== Data listing

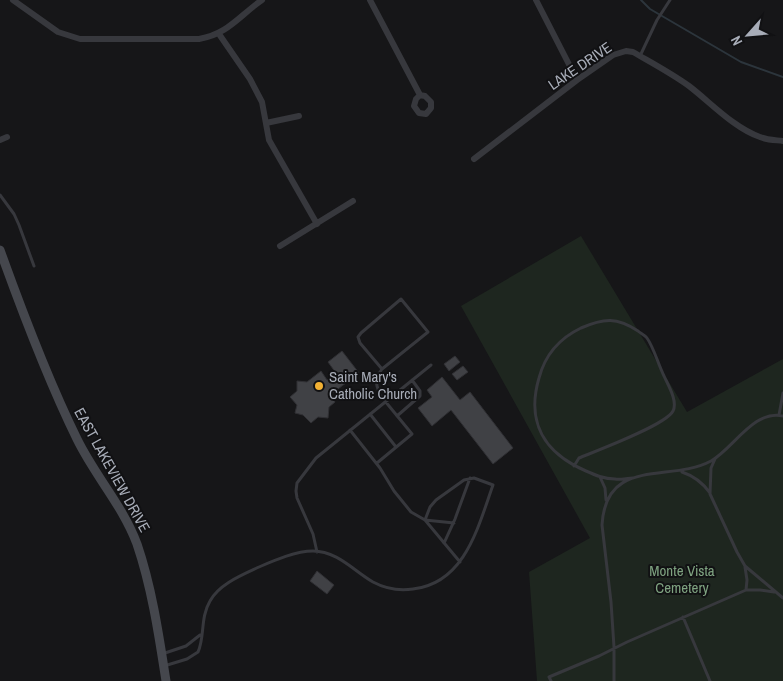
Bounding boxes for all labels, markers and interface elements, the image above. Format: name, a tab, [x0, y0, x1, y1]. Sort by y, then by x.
north arrow	[723, 10, 773, 60]
text: N	[727, 33, 746, 49]
street label: LAKE DRIVE	[544, 37, 616, 95]
place label: Saint Mary's Catholic Church	[329, 366, 417, 404]
marker: Saint Mary's Catholic Church	[313, 380, 325, 392]
street label: EAST LAKEVIEW DRIVE	[69, 404, 155, 536]
park label: Monte Vista Cemetery	[649, 560, 715, 598]

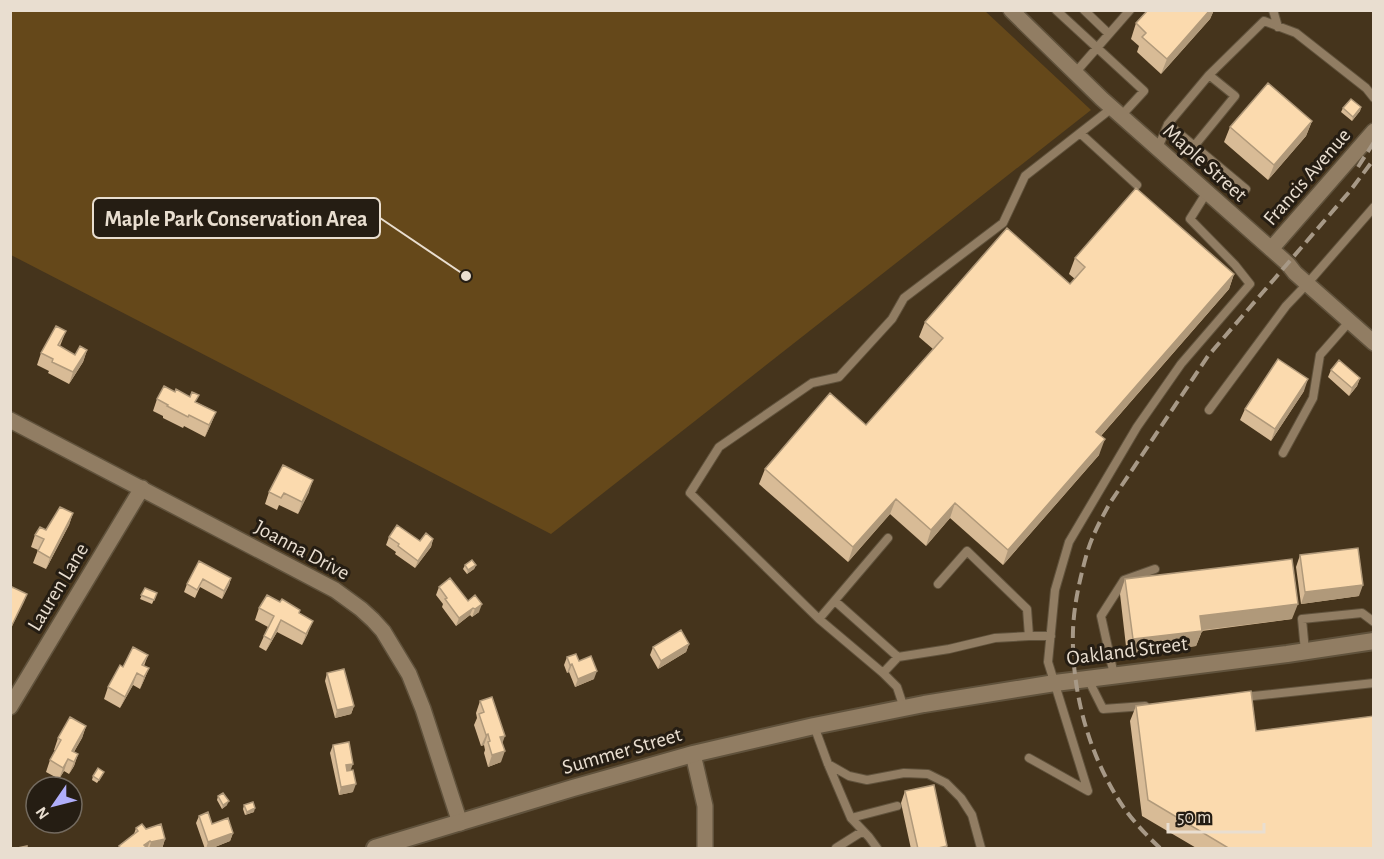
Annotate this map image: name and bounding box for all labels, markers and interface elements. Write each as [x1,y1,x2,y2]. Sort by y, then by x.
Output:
street label: Maple Street [1159,120,1251,206]
street label: Francis Avenue [1259,125,1355,229]
callout: Maple Park Conservation Area [93,198,380,238]
text: Maple Park Conservation Area [104,208,368,230]
street label: Joanna Drive [251,516,353,584]
street label: Lauren Lane [24,539,92,635]
street label: Oakland Street [1065,633,1189,669]
street label: Summer Street [560,724,684,778]
north arrow [24,775,84,835]
scale bar [1168,796,1264,834]
text: N [33,804,52,822]
text: 50 m [1177,809,1211,827]

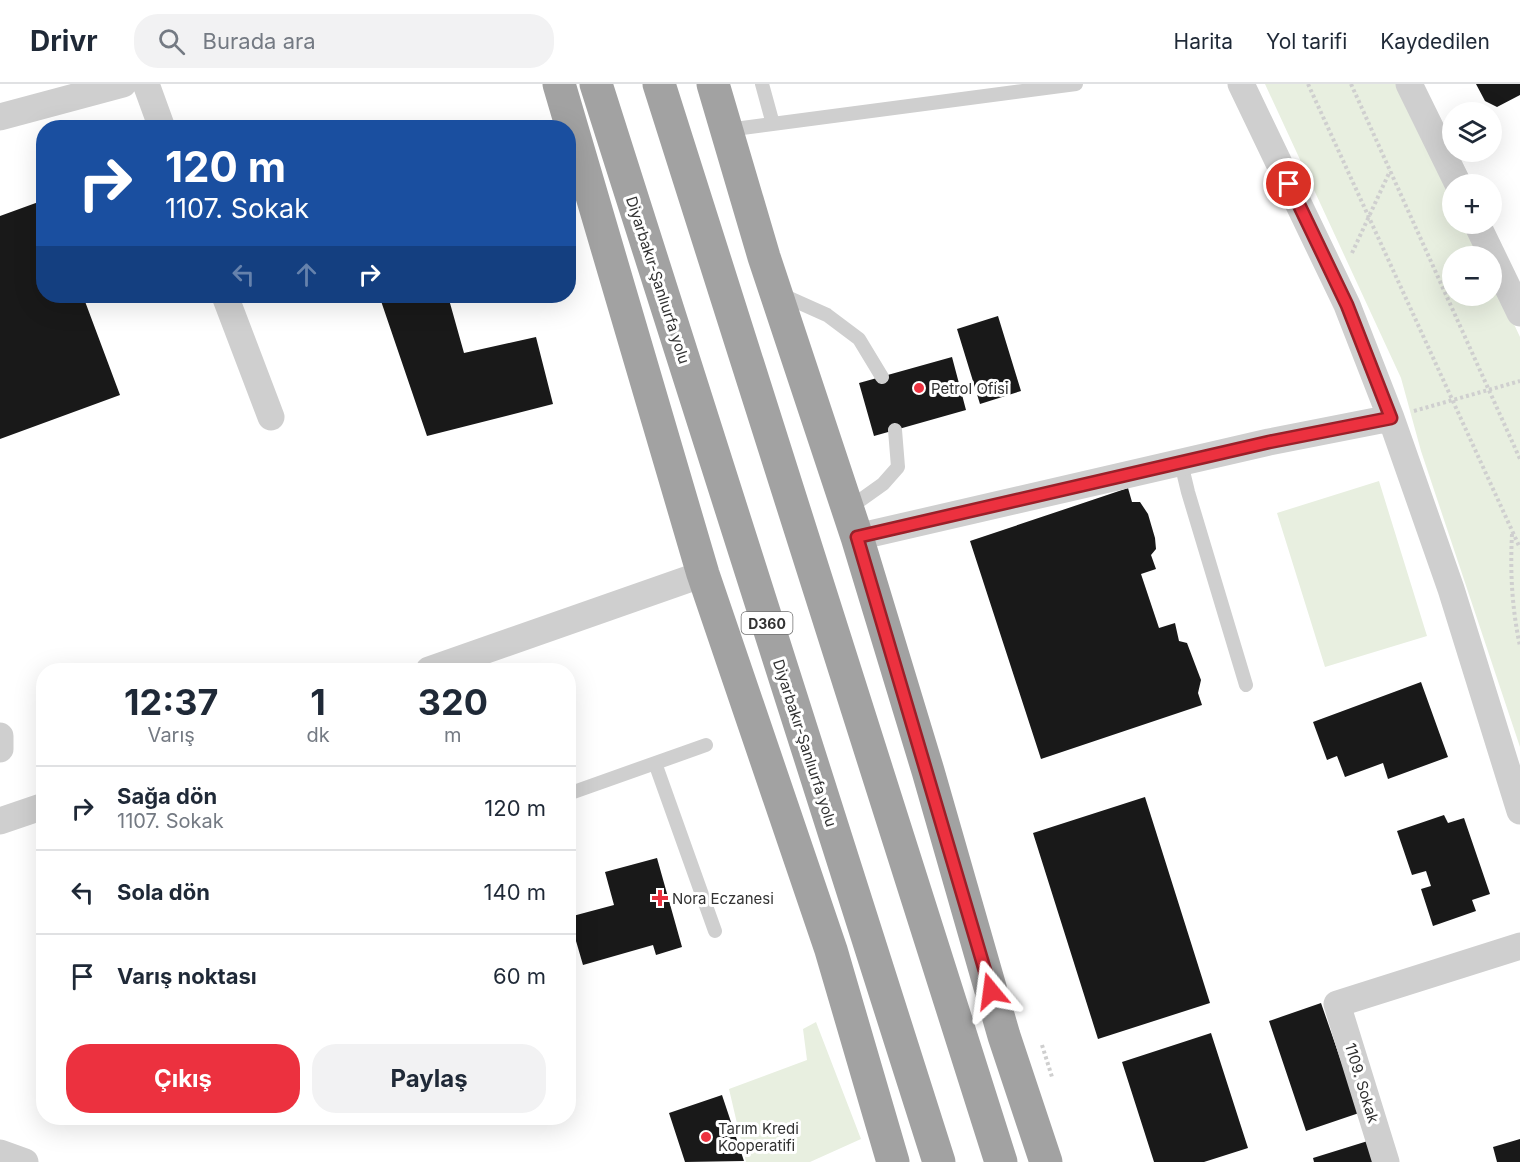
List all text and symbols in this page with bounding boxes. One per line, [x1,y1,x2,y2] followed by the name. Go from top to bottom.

====

# To do
All lines of the records containing "this" should be shown.

# Exercise output
Annotate this map image: name and bounding box for all labels, markers and interface elements. Write each as [x1,y1,x2,y2]. Sort by y, then by x.
List all text and symbols in this page with bounding boxes. One per line, [x1,y1,x2,y2] followed by the name. Go from top to bottom.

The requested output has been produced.